The measures, flagged last week, will help the government plug holes in the budget after the price caps that have been in pace for almost a decade put an heavy burden on state finances as global energy prices have rocketed higher.
The price caps helped nationalist Prime Minister Viktor Orban secure re-election in 2014 and had been a key plank of his election campaign in April when he won a fourth consecutive term in office.
Under the decree, households will be eligible for the current capped power price on electricity usage up to 2,523 KWh per year, but will pay about double that for power consumed above that, although the government said that would still be below the market price.

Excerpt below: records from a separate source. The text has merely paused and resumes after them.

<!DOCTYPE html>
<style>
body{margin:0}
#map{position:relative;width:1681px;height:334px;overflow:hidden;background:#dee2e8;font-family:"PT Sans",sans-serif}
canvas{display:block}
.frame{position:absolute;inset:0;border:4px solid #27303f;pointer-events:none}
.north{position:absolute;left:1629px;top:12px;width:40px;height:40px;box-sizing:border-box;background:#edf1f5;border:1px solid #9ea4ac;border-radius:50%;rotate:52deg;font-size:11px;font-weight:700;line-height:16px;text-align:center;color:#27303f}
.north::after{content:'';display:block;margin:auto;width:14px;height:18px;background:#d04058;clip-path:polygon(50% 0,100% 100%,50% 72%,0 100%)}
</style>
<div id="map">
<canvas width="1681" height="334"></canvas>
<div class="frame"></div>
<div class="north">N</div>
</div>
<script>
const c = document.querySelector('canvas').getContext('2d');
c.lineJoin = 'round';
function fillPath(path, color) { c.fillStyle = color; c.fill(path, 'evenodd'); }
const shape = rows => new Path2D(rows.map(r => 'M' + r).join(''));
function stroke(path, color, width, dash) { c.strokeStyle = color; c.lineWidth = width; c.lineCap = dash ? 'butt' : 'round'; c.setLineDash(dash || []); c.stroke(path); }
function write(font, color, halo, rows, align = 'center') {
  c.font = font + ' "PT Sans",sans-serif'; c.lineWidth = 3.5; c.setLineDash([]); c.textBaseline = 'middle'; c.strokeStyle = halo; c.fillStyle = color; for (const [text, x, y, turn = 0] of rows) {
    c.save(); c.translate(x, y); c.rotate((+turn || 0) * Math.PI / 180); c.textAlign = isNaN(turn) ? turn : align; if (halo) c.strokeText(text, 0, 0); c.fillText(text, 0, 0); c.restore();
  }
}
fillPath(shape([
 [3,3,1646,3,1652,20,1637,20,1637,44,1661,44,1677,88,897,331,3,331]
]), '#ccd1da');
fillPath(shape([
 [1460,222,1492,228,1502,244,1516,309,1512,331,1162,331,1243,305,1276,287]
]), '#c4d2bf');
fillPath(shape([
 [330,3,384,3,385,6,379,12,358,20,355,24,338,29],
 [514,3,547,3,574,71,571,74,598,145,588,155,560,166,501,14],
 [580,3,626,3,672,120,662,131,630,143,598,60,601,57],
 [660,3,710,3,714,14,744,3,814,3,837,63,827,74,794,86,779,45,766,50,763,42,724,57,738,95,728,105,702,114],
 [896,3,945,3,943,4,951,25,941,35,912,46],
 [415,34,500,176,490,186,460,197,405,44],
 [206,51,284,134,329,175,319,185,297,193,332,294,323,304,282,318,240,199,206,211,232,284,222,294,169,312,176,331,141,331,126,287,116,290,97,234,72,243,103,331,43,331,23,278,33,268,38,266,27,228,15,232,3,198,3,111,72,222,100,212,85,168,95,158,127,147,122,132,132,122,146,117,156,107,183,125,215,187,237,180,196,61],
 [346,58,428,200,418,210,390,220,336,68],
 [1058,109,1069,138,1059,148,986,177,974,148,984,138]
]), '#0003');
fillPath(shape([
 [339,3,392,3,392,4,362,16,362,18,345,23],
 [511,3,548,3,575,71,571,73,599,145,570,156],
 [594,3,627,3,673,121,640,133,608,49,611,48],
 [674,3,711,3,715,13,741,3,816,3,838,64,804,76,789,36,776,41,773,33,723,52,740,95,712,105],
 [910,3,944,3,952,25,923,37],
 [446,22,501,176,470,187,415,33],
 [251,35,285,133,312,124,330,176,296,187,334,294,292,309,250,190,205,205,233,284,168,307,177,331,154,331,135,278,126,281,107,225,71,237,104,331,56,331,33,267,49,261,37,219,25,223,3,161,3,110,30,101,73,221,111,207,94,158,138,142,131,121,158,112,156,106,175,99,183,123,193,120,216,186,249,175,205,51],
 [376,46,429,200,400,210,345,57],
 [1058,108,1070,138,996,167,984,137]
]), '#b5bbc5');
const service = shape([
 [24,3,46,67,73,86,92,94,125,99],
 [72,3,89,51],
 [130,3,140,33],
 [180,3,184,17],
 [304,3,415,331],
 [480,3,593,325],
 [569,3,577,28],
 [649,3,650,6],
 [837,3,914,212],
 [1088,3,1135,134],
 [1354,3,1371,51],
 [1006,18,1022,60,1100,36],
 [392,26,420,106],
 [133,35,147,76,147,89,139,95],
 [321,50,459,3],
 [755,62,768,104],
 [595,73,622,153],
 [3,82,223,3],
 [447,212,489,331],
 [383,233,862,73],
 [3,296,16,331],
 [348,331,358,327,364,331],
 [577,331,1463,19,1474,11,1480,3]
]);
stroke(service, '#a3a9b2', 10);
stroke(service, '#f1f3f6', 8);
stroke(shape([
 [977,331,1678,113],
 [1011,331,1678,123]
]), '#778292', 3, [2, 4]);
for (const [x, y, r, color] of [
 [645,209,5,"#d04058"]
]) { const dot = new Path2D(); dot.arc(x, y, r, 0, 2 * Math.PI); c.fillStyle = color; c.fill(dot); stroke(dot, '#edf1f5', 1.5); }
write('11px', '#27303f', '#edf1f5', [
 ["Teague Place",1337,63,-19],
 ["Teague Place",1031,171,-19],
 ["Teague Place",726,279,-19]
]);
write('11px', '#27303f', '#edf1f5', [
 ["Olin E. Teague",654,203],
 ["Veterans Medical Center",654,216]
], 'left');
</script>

For gas, the annual usage limit for price caps is 1,729 cubic metres per year, above which a price close to market prices applies, bringing a seven-fold increase in prices.
Gas supplies to Europe have tightened and fuel costs have soared since Russia’s invasion of Ukraine in February and Western sanctions imposed on Moscow in response, leaving countries scrambling to refill storage and find other supplies.
That has added to pressure on Orban, who is facing his toughest challenge since taking power in 2010, with inflation at a two-decade high, the forint currency near record lows and European Union funds on hold in a dispute over democratic standards.
Under a 15-year deal with Russian energy giant Gazprom GAZP.MM signed last year, Hungary receives 3.5 billion cubic metres (bcm) of gas per year via Bulgaria and Serbia, and a further 1 bcm via a pipeline from Austria.
Foreign Minister Peter Szijjarto said earlier that Budapest was in talks to buy more gas on the global market before the heating season.